Source data
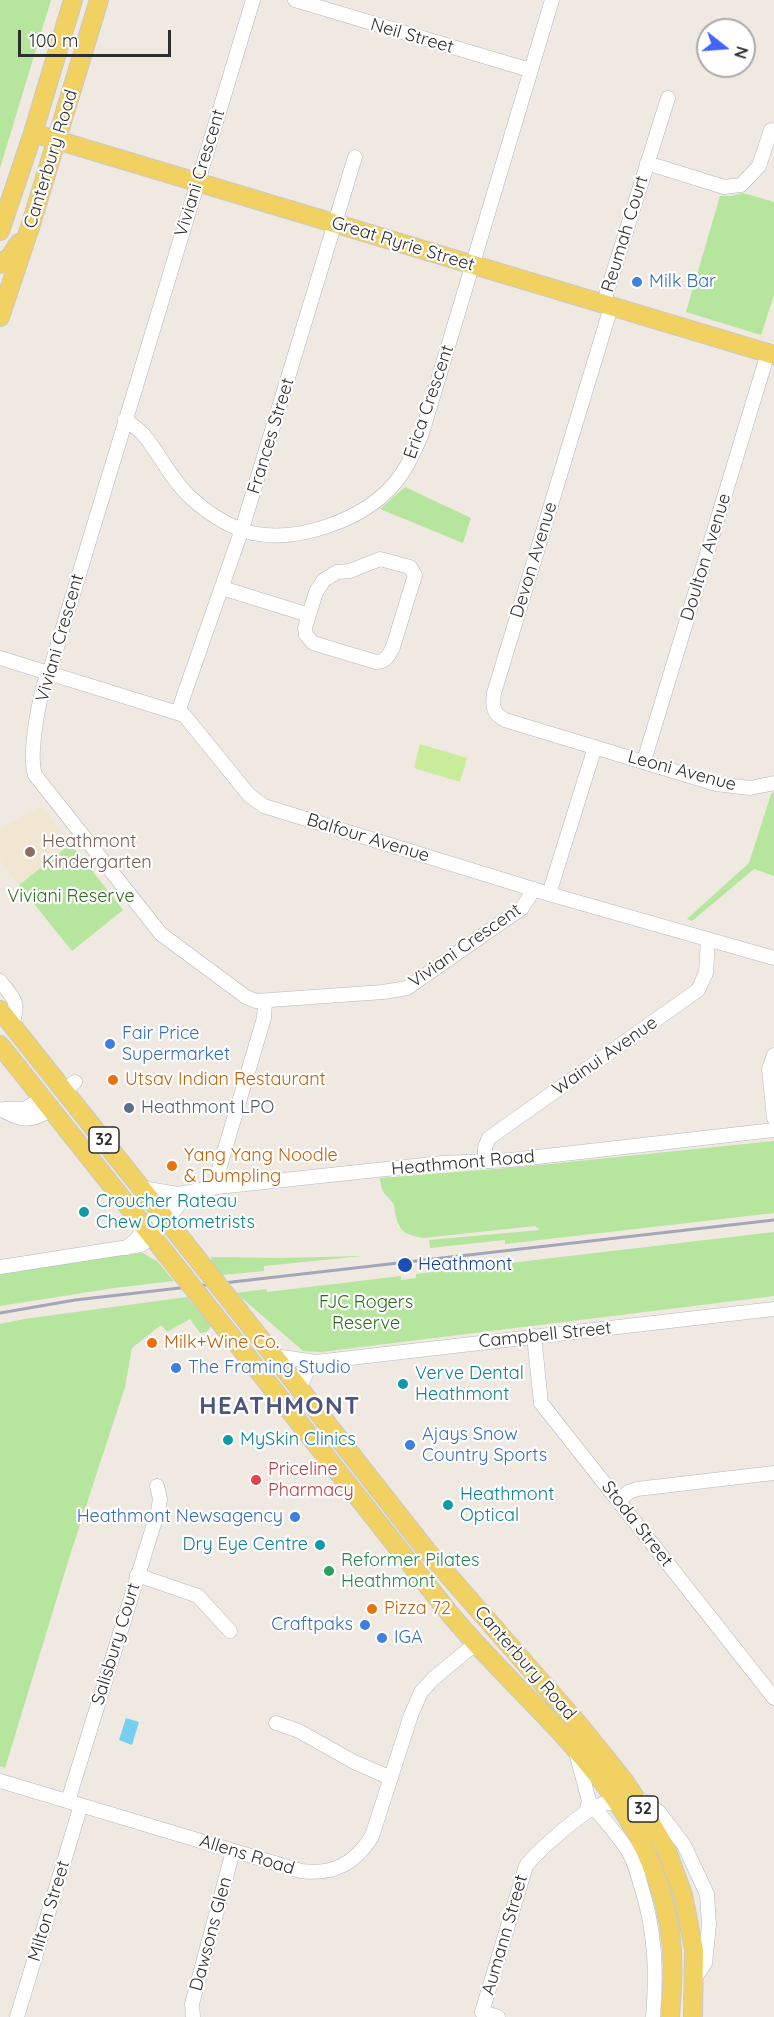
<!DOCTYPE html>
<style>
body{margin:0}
#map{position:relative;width:774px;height:2017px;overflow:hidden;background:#efe9e1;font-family:Quicksand,sans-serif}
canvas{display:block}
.north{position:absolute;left:696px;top:18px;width:60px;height:60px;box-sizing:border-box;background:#fff;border:2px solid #ababab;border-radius:50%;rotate:107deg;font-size:16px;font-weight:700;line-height:24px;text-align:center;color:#2e2e2e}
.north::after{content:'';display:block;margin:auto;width:21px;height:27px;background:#4264fb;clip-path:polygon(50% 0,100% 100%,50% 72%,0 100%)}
.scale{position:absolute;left:18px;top:30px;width:153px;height:27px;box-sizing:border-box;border:3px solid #2e2e2e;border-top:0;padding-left:8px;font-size:18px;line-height:21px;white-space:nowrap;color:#2e2e2e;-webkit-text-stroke:4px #fff;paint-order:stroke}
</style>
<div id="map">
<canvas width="774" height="2017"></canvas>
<div class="north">N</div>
<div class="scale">100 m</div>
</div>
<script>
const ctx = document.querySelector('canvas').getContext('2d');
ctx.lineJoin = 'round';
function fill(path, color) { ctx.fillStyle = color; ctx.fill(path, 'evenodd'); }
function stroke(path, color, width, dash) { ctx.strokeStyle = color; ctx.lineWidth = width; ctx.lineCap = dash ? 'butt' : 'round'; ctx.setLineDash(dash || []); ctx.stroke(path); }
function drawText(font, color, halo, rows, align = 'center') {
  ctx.font = font + ' Quicksand,sans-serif'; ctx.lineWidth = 4.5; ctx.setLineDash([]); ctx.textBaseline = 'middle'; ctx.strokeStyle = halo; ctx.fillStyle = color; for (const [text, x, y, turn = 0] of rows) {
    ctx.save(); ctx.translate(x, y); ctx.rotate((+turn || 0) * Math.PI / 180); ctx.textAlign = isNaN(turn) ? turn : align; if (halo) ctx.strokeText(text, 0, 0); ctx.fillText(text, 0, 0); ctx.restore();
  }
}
const education = new Path2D(`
 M41 806 71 844 19 885 0 860V829Z`);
const green = new Path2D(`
 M0 0H51L0 168Z
 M743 193 774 202V295L761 335 686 312 720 196H731Z
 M405 487 471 518 463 543 380 509Z
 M774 792V876L754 869 692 921 687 919 749 863 771 794Z
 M71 844 123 910 72 951 19 885Z
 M774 1141V1213L505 1244V1240L430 1248 429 1240 540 1230 535 1226 423 1238C404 1234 399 1232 395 1212 395 1209 394 1205 393 1203 384 1191 382 1196 380 1178L520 1167Z
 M774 1232V1296L321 1352 303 1351 236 1293 266 1289 267 1292 401 1276V1280L416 1278V1274Z
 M143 1253 158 1262 174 1281 114 1288 0 1306V1273L29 1266Z
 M362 1256 264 1266V1271L222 1275 212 1262 211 1257 282 1258Z
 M187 1297 211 1326 207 1332 200 1333 190 1319 167 1332 161 1325 132 1348 125 1387 71 1552 5 1768 0 1766V1324L24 1319Z`);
const pitch = new Path2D(`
 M420 744 467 758 460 782 414 768Z`);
const water = new Path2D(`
 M126 1718 139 1722 132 1745 119 1740Z`);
const minor = new Path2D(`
 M253 0 51 667C40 687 28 754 35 775L161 934 246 997 256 1001 383 992 407 988 522 908 534 889
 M295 0 530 70
 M647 163 724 187 741 185 759 166 771 130
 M603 305 668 98
 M611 307 494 693C492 706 493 714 505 720L716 784 750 788 774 783
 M125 419C131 424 138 429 143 434 160 454 170 478 189 496 206 512 230 528 252 533 298 543 363 520 394 484 407 469 415 451 422 433L552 0
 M380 559 410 567 415 575 393 647C389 655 386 662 376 662L313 643 306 635 305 628 316 592 324 580 337 572 350 571Z
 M222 588 309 615
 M0 658 184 715 249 795 264 806 549 894 774 958
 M178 712 242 529 355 157
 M644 761 768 353
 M549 894 595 747
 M0 981C14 999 20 1001 12 1025
 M774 1055 769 1069 774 1118
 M64 1091 75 1082
 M0 1109C22 1120 29 1124 51 1109
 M5 1109H24L42 1099
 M485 1161V1147L489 1138 698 990 706 973 708 939
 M218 1187 217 1176 264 1018 265 1002
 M142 1188 178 1194
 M126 1248 137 1239 144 1227 178 1194 218 1187 442 1163 511 1160 774 1130
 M0 1267 141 1245 152 1237 189 1193
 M534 1336 541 1403 774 1698
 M275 1356 316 1362 774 1309
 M299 1388 308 1370 316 1362
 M618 1501 629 1492 637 1489 774 1473
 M137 1575 198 1596 230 1631
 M276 1723 299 1731 354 1762 391 1778
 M576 1752 589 1801 587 1809
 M0 1781 301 1871C333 1875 355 1864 372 1836L411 1715 421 1692 434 1678 475 1644
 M638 1798 659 1812 684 1845 707 1894 709 1925 705 1963 694 1979
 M68 1801 158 1511 160 1499 157 1486
 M589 1801C601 1817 615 1831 626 1848 634 1859 637 1872 641 1886 655 1930 657 1971 653 2017
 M482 2012 526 1866C536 1852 581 1813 597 1806 605 1802 612 1803 620 1804
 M482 2012 498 2017
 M17 2017 81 1805
 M193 2017 192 2004 233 1851`);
const major = new Path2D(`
 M33 133 774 355
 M0 231 33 133 73 0
 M0 264 10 257 19 243
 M0 317 31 224 99 0
 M0 1010 207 1271
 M0 1045 182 1274
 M230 1300 427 1551 580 1726 625 1782 647 1816 667 1851 683 1895 694 1950 693 2017
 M205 1303 450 1614C535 1716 655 1797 671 1940 674 1965 672 1991 670 2017`);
const rail = new Path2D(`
 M0 1313 75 1300 774 1220`);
const majorBridge = new Path2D(`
 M207 1271 230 1300
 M182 1274 205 1303`);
const markers = [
 [637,282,6,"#3f7fe0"],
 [30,852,6,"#8d6e63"],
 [110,1044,6,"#3f7fe0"],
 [113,1080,6,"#e8710a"],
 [129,1108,6,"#5c6f8a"],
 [172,1166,6,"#e8710a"],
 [84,1212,6,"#0f9aa8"],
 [405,1265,8,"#1a4fb4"],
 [152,1343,6,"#e8710a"],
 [176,1368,6,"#3f7fe0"],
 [403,1384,6,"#0f9aa8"],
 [228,1440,6,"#0f9aa8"],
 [410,1445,6,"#3f7fe0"],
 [256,1480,6,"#e0444e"],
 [448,1505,6,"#0f9aa8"],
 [295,1517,6,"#3f7fe0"],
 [320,1545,6,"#0f9aa8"],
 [329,1571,6,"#2e9e5b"],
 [372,1609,6,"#e8710a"],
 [365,1625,6,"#3f7fe0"],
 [382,1638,6,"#3f7fe0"]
];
const shields = [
 [104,1140,30],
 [643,1809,30]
];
const shieldNames = [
 ["32",104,1140],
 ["32",643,1809]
];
const streetNames = [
 ["Neil Street",412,36,16],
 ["Canterbury Road",51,159,-73],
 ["Viviani Crescent",200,173,-73],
 ["Reumah Court",625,234,-73],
 ["Great Ryrie Street",403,244,17],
 ["Erica Crescent",429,402,-71],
 ["Frances Street",271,436,-73],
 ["Doulton Avenue",706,557,-73],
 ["Devon Avenue",534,560,-73],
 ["Viviani Crescent",60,638,-74],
 ["Leoni Avenue",682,771,15],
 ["Balfour Avenue",368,838,17],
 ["Viviani Crescent",465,946,-35],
 ["Wainui Avenue",605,1056,-35],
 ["Heathmont Road",463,1163,-5],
 ["Campbell Street",545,1335,-6],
 ["Stoda Street",637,1524,52],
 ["Salisbury Court",116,1644,-73],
 ["Canterbury Road",525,1663,49],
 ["Allens Road",247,1855,17],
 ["Milton Street",49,1911,-73],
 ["Dawsons Glen",211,1934,-75],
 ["Aumann Street",505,1935,-74]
];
const shopNames = [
 ["Milk Bar",649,282],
 ["Fair Price",122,1034],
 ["Supermarket",122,1055],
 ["The Framing Studio",188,1368],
 ["Ajays Snow",422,1435],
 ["Country Sports",422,1456],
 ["Heathmont Newsagency",283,1517,"right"],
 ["Craftpaks",353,1625,"right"],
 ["IGA",394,1638]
];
const educationNames = [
 ["Heathmont",42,842],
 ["Kindergarten",42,863]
];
const parkNames = [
 ["Viviani Reserve",71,897],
 ["FJC Rogers",366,1303],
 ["Reserve",366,1324]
];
const foodNames = [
 ["Utsav Indian Restaurant",125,1080],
 ["Yang Yang Noodle",184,1156],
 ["& Dumpling",184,1177],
 ["Milk+Wine Co.",164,1343],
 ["Pizza 72",384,1609]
];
const serviceNames = [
 ["Heathmont LPO",141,1108]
];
const cultureNames = [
 ["Croucher Rateau",96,1202],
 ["Chew Optometrists",96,1223],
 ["Verve Dental",415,1374],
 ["Heathmont",415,1395],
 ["MySkin Clinics",240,1440],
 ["Heathmont",460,1495],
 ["Optical",460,1516],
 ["Dry Eye Centre",308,1545,"right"]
];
const transitNames = [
 ["Heathmont",418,1265]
];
const healthNames = [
 ["Priceline",268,1470],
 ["Pharmacy",268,1491]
];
const leisureNames = [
 ["Reformer Pilates",341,1561],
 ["Heathmont",341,1582]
];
const districtNames = [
 ["HEATHMONT",280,1407]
];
fill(education, '#f0e6d1');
fill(green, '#b6e59e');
fill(pitch, '#c9ec9a');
fill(water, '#75cff0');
stroke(minor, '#b4b7c1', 15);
stroke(major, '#c9c9c9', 20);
stroke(minor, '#fff', 14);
stroke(major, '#f2d163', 18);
stroke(rail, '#a3a6b8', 3);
stroke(majorBridge, '#c9c9c9', 20, []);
stroke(majorBridge, '#f2d163', 18);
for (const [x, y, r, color] of markers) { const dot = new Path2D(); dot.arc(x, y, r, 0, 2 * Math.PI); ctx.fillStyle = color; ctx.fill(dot); stroke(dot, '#fff', 2); }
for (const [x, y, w] of shields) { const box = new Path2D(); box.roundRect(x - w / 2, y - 13, w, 26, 4.5); ctx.fillStyle = '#fff'; ctx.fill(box); stroke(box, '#2e2e2e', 1.5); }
drawText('bold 16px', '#2e2e2e', null, shieldNames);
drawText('18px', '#2e2e2e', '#fff', streetNames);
drawText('18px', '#366cbe', '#fff', shopNames, 'left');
drawText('18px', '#785e54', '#fff', educationNames, 'left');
drawText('18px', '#2c6e1b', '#fff', parkNames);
drawText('18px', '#c56008', '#fff', foodNames, 'left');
drawText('18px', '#4e5e75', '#fff', serviceNames, 'left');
drawText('18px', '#0d838f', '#fff', cultureNames, 'left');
drawText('18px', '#164399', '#fff', transitNames, 'left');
drawText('18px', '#be3a42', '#fff', healthNames, 'left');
drawText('18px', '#27864d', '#fff', leisureNames, 'left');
ctx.letterSpacing = '1.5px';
drawText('bold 24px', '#4d5680', '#fff', districtNames);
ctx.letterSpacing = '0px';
</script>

Task details
For each line in the records that holds "canvas", show that line as it stands.

Exercise solution
canvas{display:block}
<canvas width="774" height="2017"></canvas>
const ctx = document.querySelector('canvas').getContext('2d');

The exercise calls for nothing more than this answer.